* WORK TASK
Could you repeat every line below exactly, skipping the images?

* DATASET EXCERPT

· · · · ·

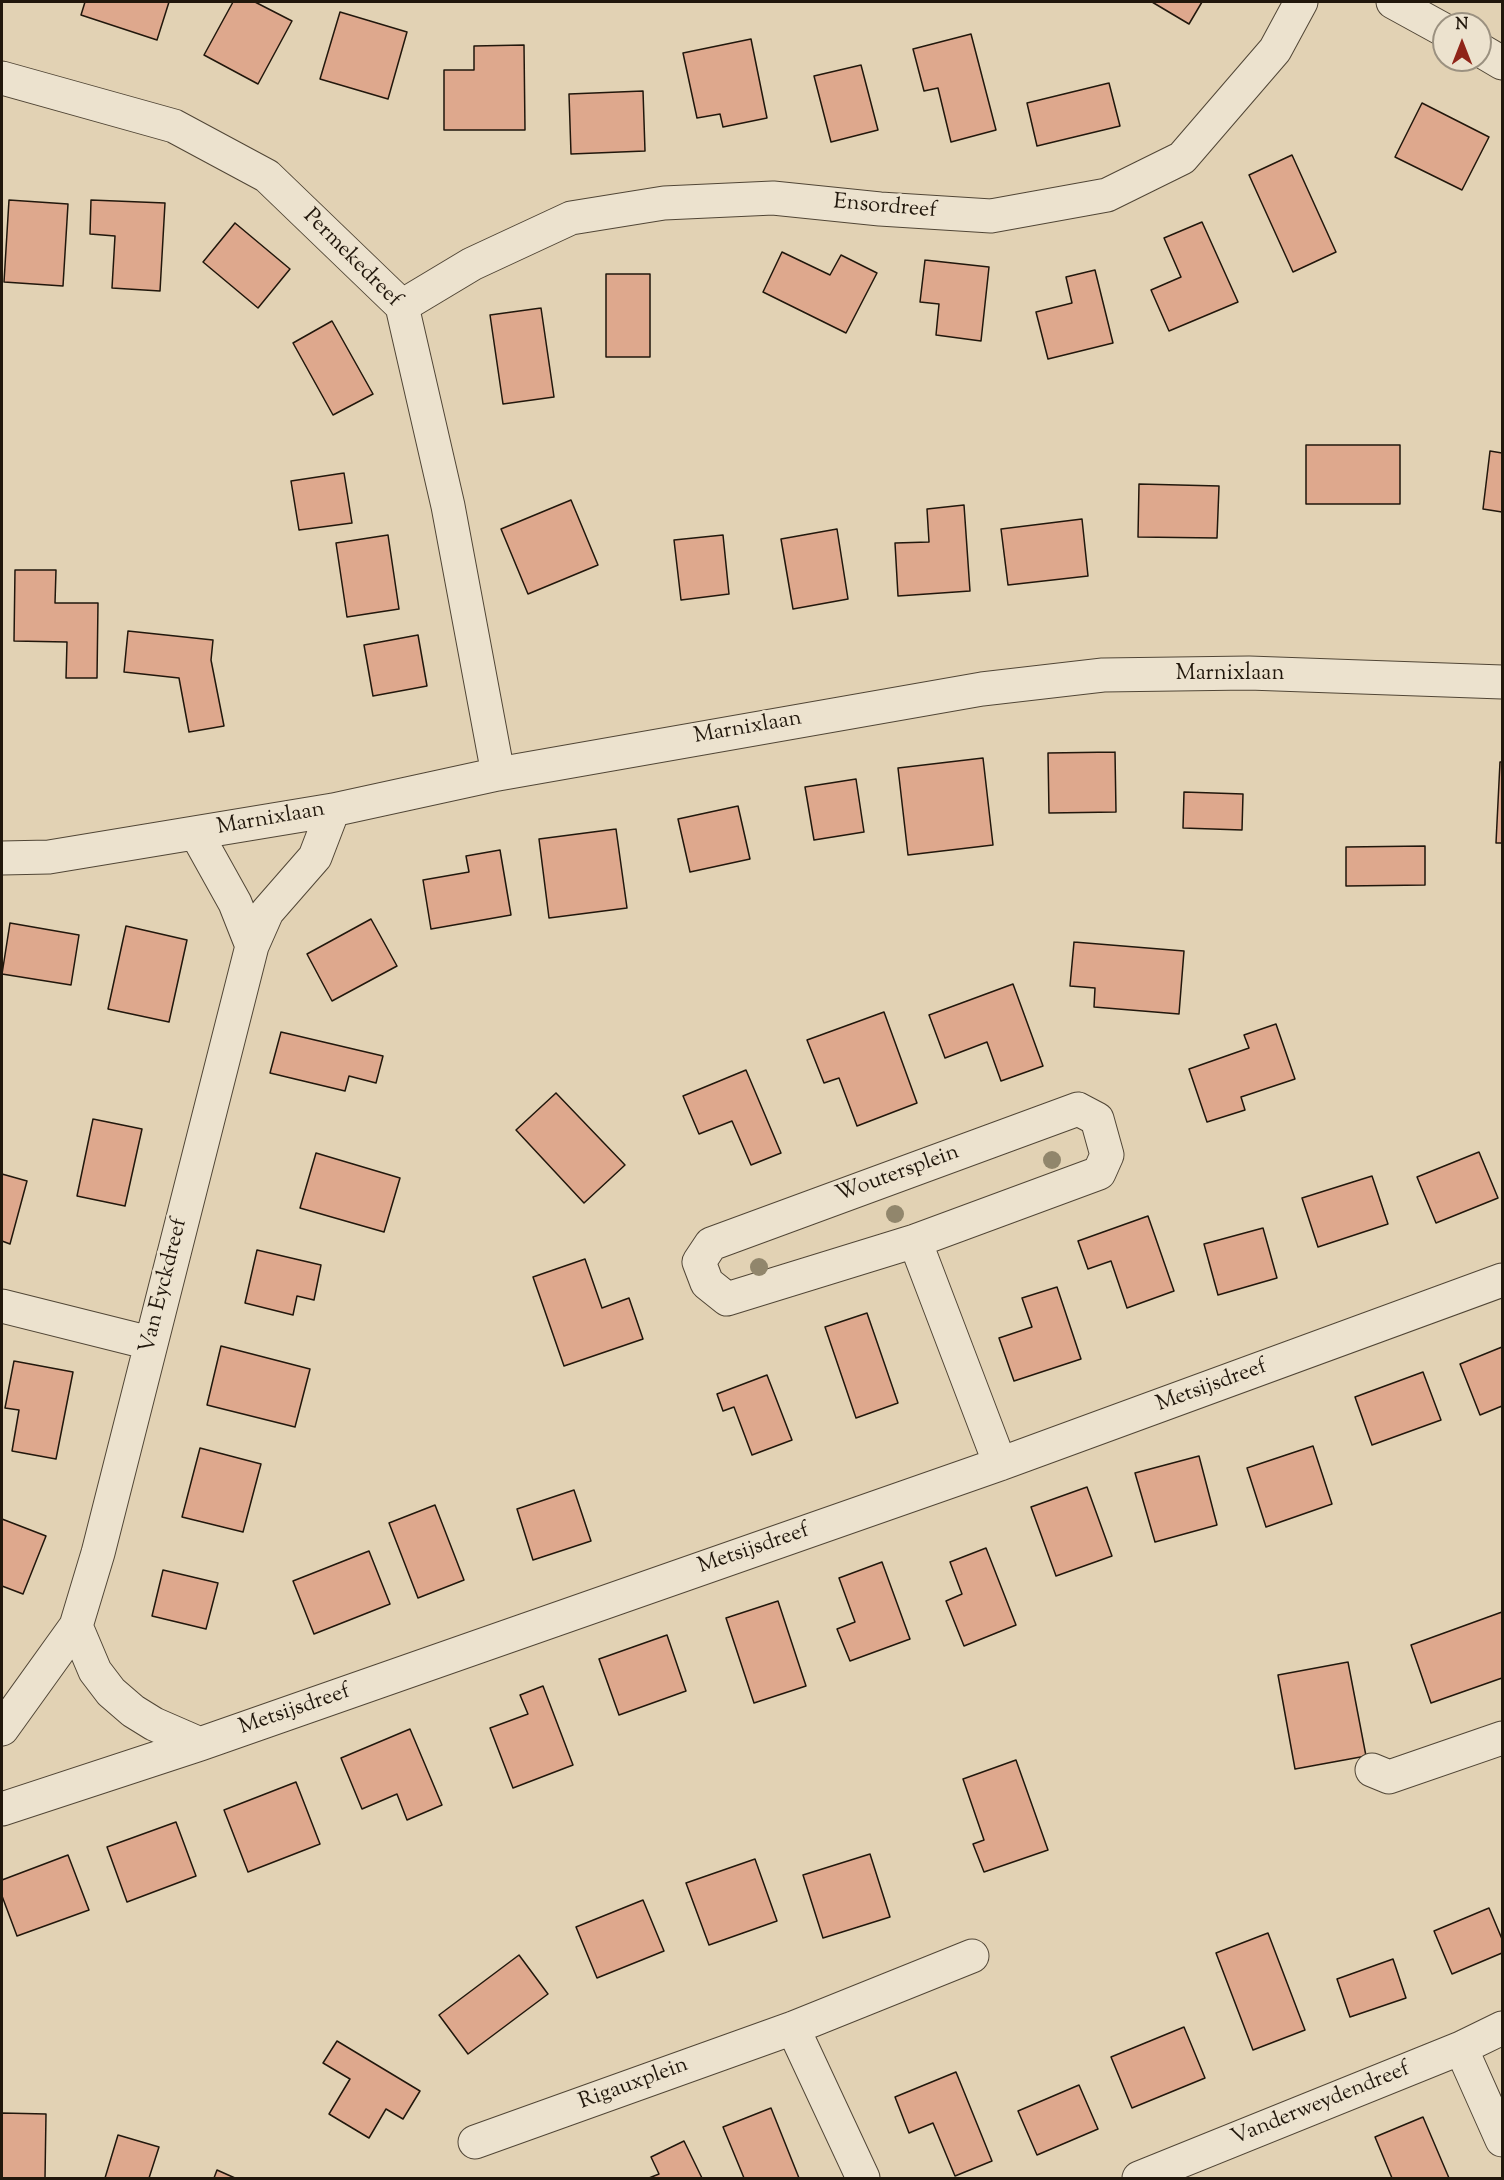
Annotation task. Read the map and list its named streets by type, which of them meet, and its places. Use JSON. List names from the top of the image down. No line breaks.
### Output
{"streets":{"street":["Ensordreef","Permekedreef","Marnixlaan","Woutersplein","Van Eyckdreef","Metsijsdreef","Rigauxplein","Vanderweydendreef"]},"crossings":[["Ensordreef","Permekedreef"],["Permekedreef","Marnixlaan"],["Marnixlaan","Van Eyckdreef"]],"north":"top"}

· · · · ·

* SOLUTION TO THIS TASK
Annotation task. Read the map and list its named streets by type, which of them meet, and its places. Use JSON. List names from the top of the image down. No line breaks.
### Output
{"streets":{"street":["Ensordreef","Permekedreef","Marnixlaan","Woutersplein","Van Eyckdreef","Metsijsdreef","Rigauxplein","Vanderweydendreef"]},"crossings":[["Ensordreef","Permekedreef"],["Permekedreef","Marnixlaan"],["Marnixlaan","Van Eyckdreef"]],"north":"top"}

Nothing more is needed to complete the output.